__Records supplied__.

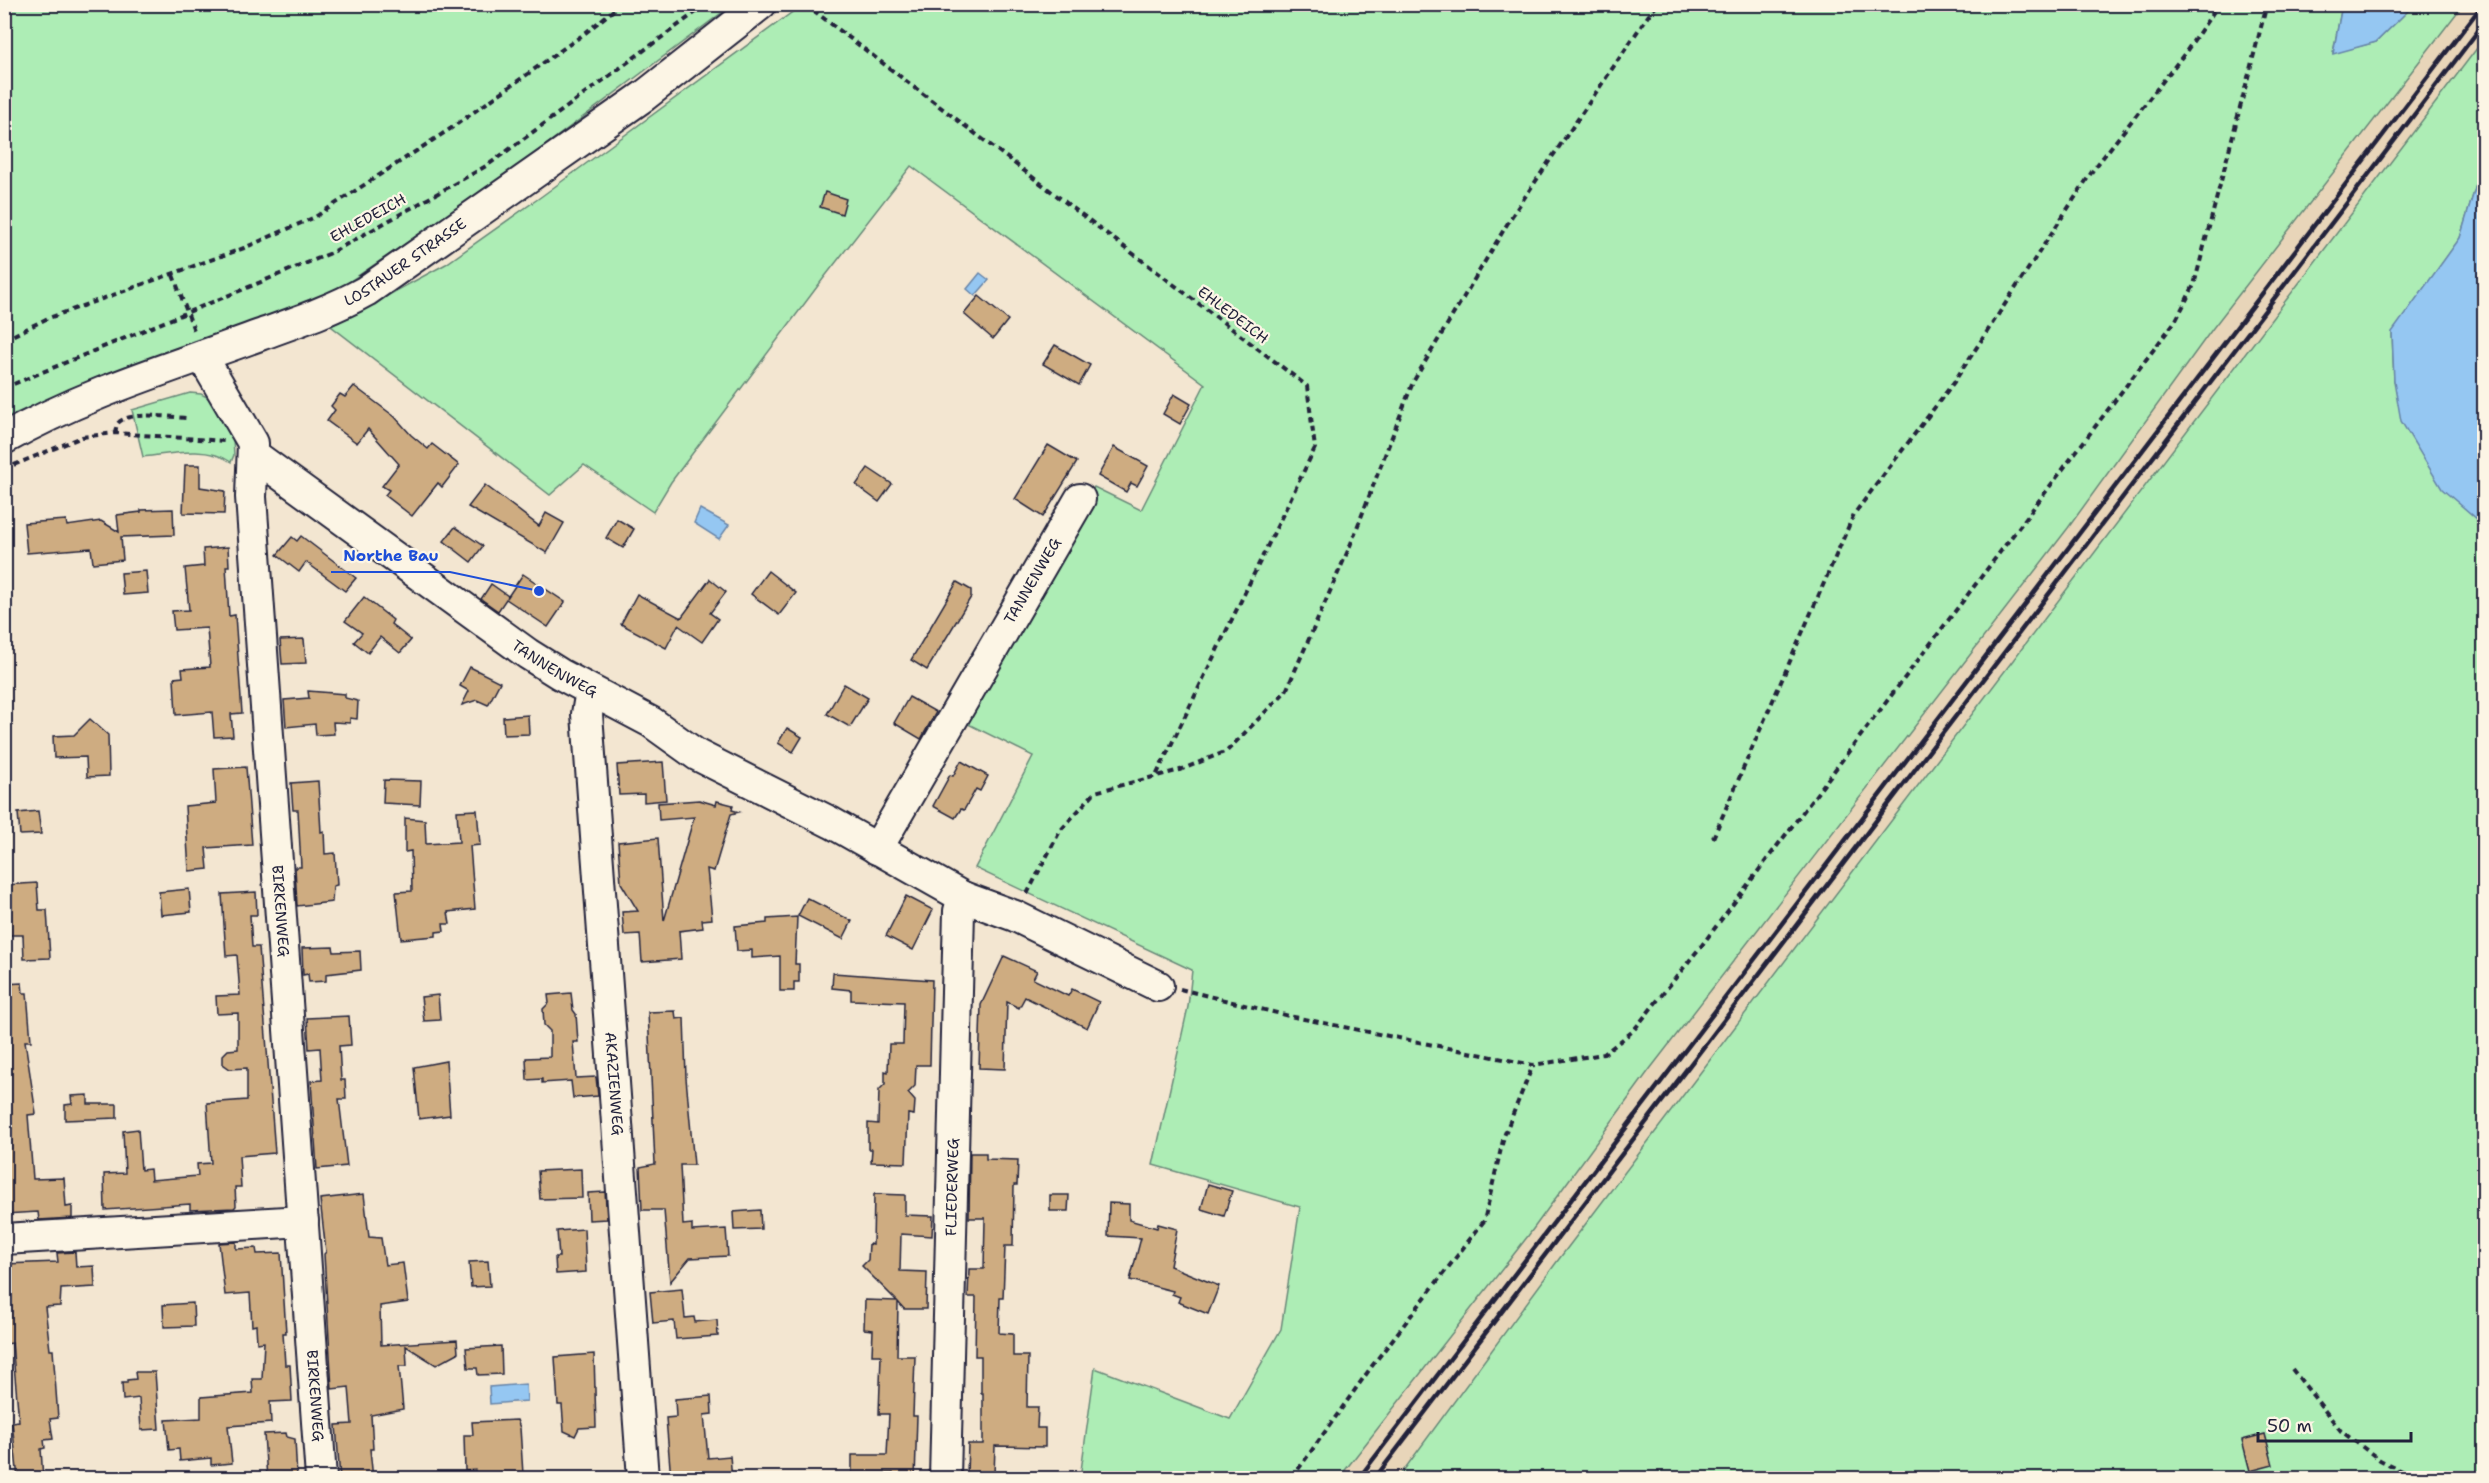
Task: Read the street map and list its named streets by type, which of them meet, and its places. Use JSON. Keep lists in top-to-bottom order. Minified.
{"streets":{"street":["LOSTAUER STRASSE","TANNENWEG","BIRKENWEG","AKAZIENWEG","FLIEDERWEG"],"path":["EHLEDEICH"]},"crossings":[["TANNENWEG","BIRKENWEG"],["TANNENWEG","AKAZIENWEG"],["TANNENWEG","FLIEDERWEG"]],"places":["Northe Bau"],"scale_bar":"50 m"}
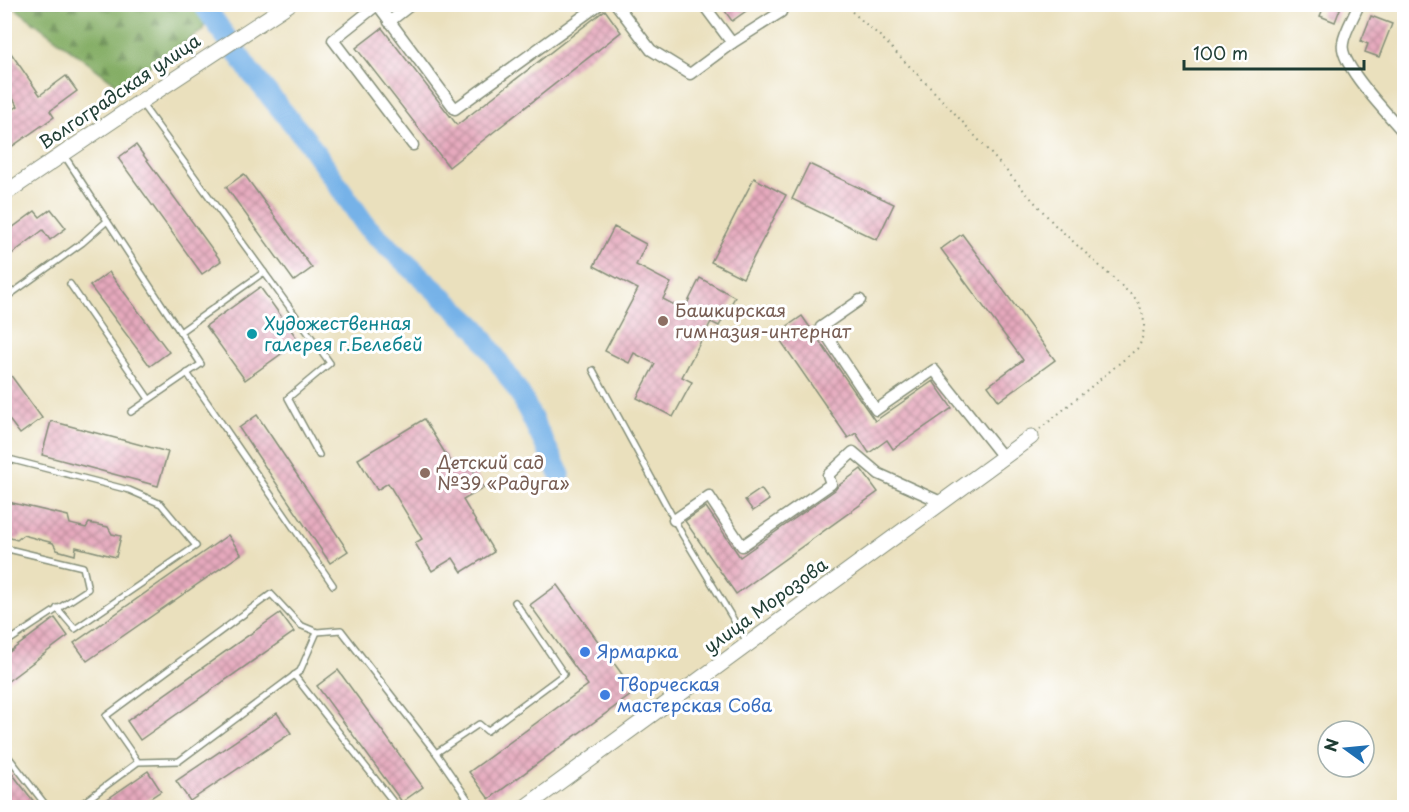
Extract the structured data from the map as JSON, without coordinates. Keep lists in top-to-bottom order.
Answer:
{
  "streets": {
    "street": ["Волгоградская улица", "улица Морозова"]
  },
  "places": [
    "Башкирская гимназия-интернат",
    "Художественная галерея г.Белебей",
    "Детский сад №39 «Радуга»",
    "Ярмарка",
    "Творческая мастерская Сова"
  ],
  "scale_bar": "100 m",
  "north": "left"
}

__Exercise details__. Would you transcribe each of the entries exactly, skipping the pictures?

__Answer to the problem__.
Task: Read the street map and list its named streets by type, which of them meet, and its places. Use JSON. Keep lists in top-to-bottom order. Minified.
{"streets":{"street":["LOSTAUER STRASSE","TANNENWEG","BIRKENWEG","AKAZIENWEG","FLIEDERWEG"],"path":["EHLEDEICH"]},"crossings":[["TANNENWEG","BIRKENWEG"],["TANNENWEG","AKAZIENWEG"],["TANNENWEG","FLIEDERWEG"]],"places":["Northe Bau"],"scale_bar":"50 m"}
Extract the structured data from the map as JSON, without coordinates. Keep lists in top-to-bottom order.
Answer:
{
  "streets": {
    "street": ["Волгоградская улица", "улица Морозова"]
  },
  "places": [
    "Башкирская гимназия-интернат",
    "Художественная галерея г.Белебей",
    "Детский сад №39 «Радуга»",
    "Ярмарка",
    "Творческая мастерская Сова"
  ],
  "scale_bar": "100 m",
  "north": "left"
}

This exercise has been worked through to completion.